From the entries, copy each line that includes "xChannelSelector".

○ ○ ○ ○

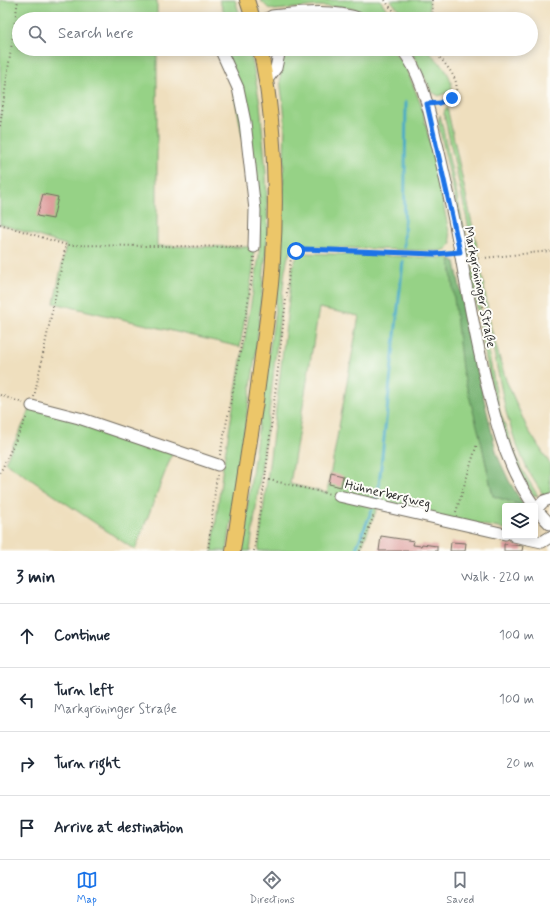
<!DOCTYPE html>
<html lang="en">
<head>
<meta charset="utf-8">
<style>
  body { margin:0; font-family:Mynerve,sans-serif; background:#f6f6f7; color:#1f2937 }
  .controls { position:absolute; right:12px; bottom:12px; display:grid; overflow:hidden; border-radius:4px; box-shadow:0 2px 10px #0003 }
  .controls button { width:36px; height:36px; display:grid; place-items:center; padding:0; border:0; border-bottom:1px solid #e0e1e3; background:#fff; color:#1f2937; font:20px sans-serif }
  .stop { position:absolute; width:12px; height:12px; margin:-9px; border:3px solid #1a73e8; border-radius:50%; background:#fff }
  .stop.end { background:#1a73e8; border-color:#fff; box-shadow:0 1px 4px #0008 }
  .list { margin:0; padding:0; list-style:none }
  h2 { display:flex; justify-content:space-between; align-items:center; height:52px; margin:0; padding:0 16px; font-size:17px }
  h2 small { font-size:13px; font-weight:400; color:#747a83 }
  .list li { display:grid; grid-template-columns:26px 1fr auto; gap:12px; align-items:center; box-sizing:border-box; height:64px; padding:0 16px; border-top:1px solid #e0e1e3 }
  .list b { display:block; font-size:15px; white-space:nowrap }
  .list p { margin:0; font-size:13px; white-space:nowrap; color:#747a83 }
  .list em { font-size:13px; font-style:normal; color:#747a83 }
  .icon { flex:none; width:22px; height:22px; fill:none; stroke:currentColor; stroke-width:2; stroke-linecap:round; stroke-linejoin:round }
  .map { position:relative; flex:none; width:550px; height:551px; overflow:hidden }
  .search { position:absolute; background:#fff; box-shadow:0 2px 10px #0003; left:12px; right:12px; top:12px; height:44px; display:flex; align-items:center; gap:10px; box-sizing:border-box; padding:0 14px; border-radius:22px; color:#747a83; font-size:15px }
  .sheet { height:308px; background:#fff }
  nav { display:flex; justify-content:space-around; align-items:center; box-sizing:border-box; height:56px; border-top:1px solid #e0e1e3; background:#fff; font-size:11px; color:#747a83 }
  nav a { display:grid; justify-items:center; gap:2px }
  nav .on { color:#1a73e8 }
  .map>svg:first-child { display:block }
  .green { fill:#96d286; stroke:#607e58; fill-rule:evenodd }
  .forest { fill:#78b473; stroke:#52704f }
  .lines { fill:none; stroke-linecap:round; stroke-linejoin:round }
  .stream { stroke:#47aac7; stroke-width:3 }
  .building { fill:#de9f9e }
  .minor-casing { stroke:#706a5e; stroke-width:13 }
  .major-casing { stroke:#706a5e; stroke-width:16 }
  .path { stroke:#706a5e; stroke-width:2; stroke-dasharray:1 3; stroke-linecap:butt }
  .minor { stroke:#fff; stroke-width:11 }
  .major { stroke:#ecc669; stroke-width:14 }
  .route { stroke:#1a73e8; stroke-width:5 }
  .labels { text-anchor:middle; stroke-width:4; stroke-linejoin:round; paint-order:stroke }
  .street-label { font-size:13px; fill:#2b2b2b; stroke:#fdfcf7 }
</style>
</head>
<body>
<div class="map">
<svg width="550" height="551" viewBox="0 0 550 551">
  <rect width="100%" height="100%" fill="#fdfcf7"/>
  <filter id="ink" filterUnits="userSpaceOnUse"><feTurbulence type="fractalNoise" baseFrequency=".025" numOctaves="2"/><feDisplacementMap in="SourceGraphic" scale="8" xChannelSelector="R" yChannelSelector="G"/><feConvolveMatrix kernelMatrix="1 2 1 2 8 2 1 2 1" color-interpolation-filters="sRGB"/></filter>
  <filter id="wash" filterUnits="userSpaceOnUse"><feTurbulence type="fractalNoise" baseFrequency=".012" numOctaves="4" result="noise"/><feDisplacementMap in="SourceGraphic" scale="16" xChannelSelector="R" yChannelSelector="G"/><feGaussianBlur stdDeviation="0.9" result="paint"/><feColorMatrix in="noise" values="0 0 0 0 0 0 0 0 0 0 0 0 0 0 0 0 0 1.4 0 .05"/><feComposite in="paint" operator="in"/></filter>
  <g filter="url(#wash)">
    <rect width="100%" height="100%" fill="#efdfbe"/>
    <path class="green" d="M0 0H157V19H19V49H157V246L254 247 253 270 240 347 54 303 66 245 0 224Z
      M219 0H235L241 19H227Z
      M260 0H380L387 10 395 19H376L354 9 339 7 318 6 275 10 268 8Z
      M390 0H429L430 19H408Z
      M228 49H250L260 104 266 173 268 232 256 352 227 551H212L223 466 259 256 260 233 227 53Z
      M285 49H391L405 65 421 105 435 164 451 242C448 251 443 251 434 251L294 246 288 257 285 270 269 413 250 551H241L274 318C281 254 283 189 285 124 285 104 278 84 281 64 282 59 284 54 285 49Z
      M410 49H426C438 61 452 72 452 90L439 96 432 92Z
      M447 107 479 256 475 257 444 114 445 109Z
      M440 115 470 257H468L438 122Z
      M304 253 447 258 452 259 450 263C460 341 476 419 493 496L524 506H505V529L378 506 360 551H258L275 418 293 265 297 257ZM319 308 359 316 327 493 290 484Z
      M480 263 491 329 506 380 527 428 550 464V495L544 496 528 471 515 441 506 412 476 264Z
      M472 266 500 412 521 468 538 496 533 495C529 487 523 479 519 471 491 411 482 333 470 268Z
      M32 406 174 449 135 550 5 462Z"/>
    <path class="forest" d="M452 259 455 261 469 335 497 455 509 481 524 506 493 496 481 441 462 369 450 263Z"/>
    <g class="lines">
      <path class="stream" d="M404 247 406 102
        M375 500 378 494 403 261
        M355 551 372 510"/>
    </g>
    <g id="blocks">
      <path class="building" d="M43 194 58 197 53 219 37 216Z
        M331 473 343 476 341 487 329 484Z
        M381 536 414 541 413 545 421 546 422 544 437 546V551H379Z
        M451 542 466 543 465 551H450Z
        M504 544 523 546 522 551H504Z"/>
    </g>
  </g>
  <g filter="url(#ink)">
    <use href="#blocks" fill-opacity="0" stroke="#706a5e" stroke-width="1"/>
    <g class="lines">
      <defs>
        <path id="minor" d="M267 19 272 16C301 13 333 9 361 19
          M222 49V53L238 88 245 122 255 210 254 247
          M402 49C424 77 429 114 438 148 446 182 454 217 460 251 467 292 475 333 484 373 496 425 510 485 550 524
          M266 81 276 68 280 49
          M32 406 79 418 218 465
          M339 496 505 534
          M537 508 544 501 550 499
          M514 536 542 542 550 537"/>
        <path id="major" d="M247 0 253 19
          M233 551C241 501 248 451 256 401 261 362 267 323 271 284 278 211 276 121 260 49"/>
      </defs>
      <use href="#minor" class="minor-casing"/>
      <use href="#major" class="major-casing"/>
      <path class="path" d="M385 0 389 6 402 19
        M432 0 433 19
        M432 49C447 66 476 94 437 103
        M0 126 18 0
        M0 224 66 245 243 247
        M473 259 484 317
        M474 259 550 251
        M0 395 23 403
        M34 397 66 245
        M220 455 237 371 253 270 254 256
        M0 473 27 416
        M265 479 330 494
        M456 512 477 444
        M208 551 217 475
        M254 551 265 479 291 257 296 251 304 249 435 254 450 253
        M360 551 374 515"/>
      <use href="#minor" class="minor"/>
      <use href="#major" class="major"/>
    </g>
  </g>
  <g class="lines" filter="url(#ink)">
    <path class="route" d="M296 251 304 249 435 254 460 252 427 104 439 103 452 98"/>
  </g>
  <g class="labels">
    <g class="street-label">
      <text transform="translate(481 287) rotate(79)" y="5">Markgröninger Straße</text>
      <text transform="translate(388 493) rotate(13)" y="5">Hühnerbergweg</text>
    </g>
  </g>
</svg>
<div class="controls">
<button><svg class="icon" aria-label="layers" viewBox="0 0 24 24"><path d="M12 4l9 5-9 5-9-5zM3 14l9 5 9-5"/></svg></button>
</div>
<div class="stop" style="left:296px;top:251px"></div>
<div class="stop end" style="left:452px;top:98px"></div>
<div class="search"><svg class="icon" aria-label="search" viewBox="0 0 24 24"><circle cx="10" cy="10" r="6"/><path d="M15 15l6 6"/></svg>Search here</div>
</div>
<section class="sheet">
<h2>3 min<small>Walk · 220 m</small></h2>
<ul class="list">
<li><svg class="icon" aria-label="ahead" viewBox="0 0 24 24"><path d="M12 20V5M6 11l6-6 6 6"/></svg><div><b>Continue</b></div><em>100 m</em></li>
<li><svg class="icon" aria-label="left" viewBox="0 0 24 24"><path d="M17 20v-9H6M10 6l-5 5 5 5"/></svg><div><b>Turn left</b><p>Markgröninger Straße</p></div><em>100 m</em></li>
<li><svg class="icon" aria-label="right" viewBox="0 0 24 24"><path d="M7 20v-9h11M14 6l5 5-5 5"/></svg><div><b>Turn right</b></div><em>20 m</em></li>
<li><svg class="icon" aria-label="arrive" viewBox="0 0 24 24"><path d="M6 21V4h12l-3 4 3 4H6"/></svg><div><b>Arrive at destination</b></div></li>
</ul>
</section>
<nav>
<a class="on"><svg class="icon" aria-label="map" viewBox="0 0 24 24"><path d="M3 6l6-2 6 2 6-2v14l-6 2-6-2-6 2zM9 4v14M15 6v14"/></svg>Map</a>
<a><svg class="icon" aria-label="directions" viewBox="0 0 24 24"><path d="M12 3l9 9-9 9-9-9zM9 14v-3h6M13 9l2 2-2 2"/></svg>Directions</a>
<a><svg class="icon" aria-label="saved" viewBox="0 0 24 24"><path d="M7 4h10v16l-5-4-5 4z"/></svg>Saved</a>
</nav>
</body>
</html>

○ ○ ○ ○

*Your solution*:
  <filter id="ink" filterUnits="userSpaceOnUse"><feTurbulence type="fractalNoise" baseFrequency=".025" numOctaves="2"/><feDisplacementMap in="SourceGraphic" scale="8" xChannelSelector="R" yChannelSelector="G"/><feConvolveMatrix kernelMatrix="1 2 1 2 8 2 1 2 1" color-interpolation-filters="sRGB"/></filter>
  <filter id="wash" filterUnits="userSpaceOnUse"><feTurbulence type="fractalNoise" baseFrequency=".012" numOctaves="4" result="noise"/><feDisplacementMap in="SourceGraphic" scale="16" xChannelSelector="R" yChannelSelector="G"/><feGaussianBlur stdDeviation="0.9" result="paint"/><feColorMatrix in="noise" values="0 0 0 0 0 0 0 0 0 0 0 0 0 0 0 0 0 1.4 0 .05"/><feComposite in="paint" operator="in"/></filter>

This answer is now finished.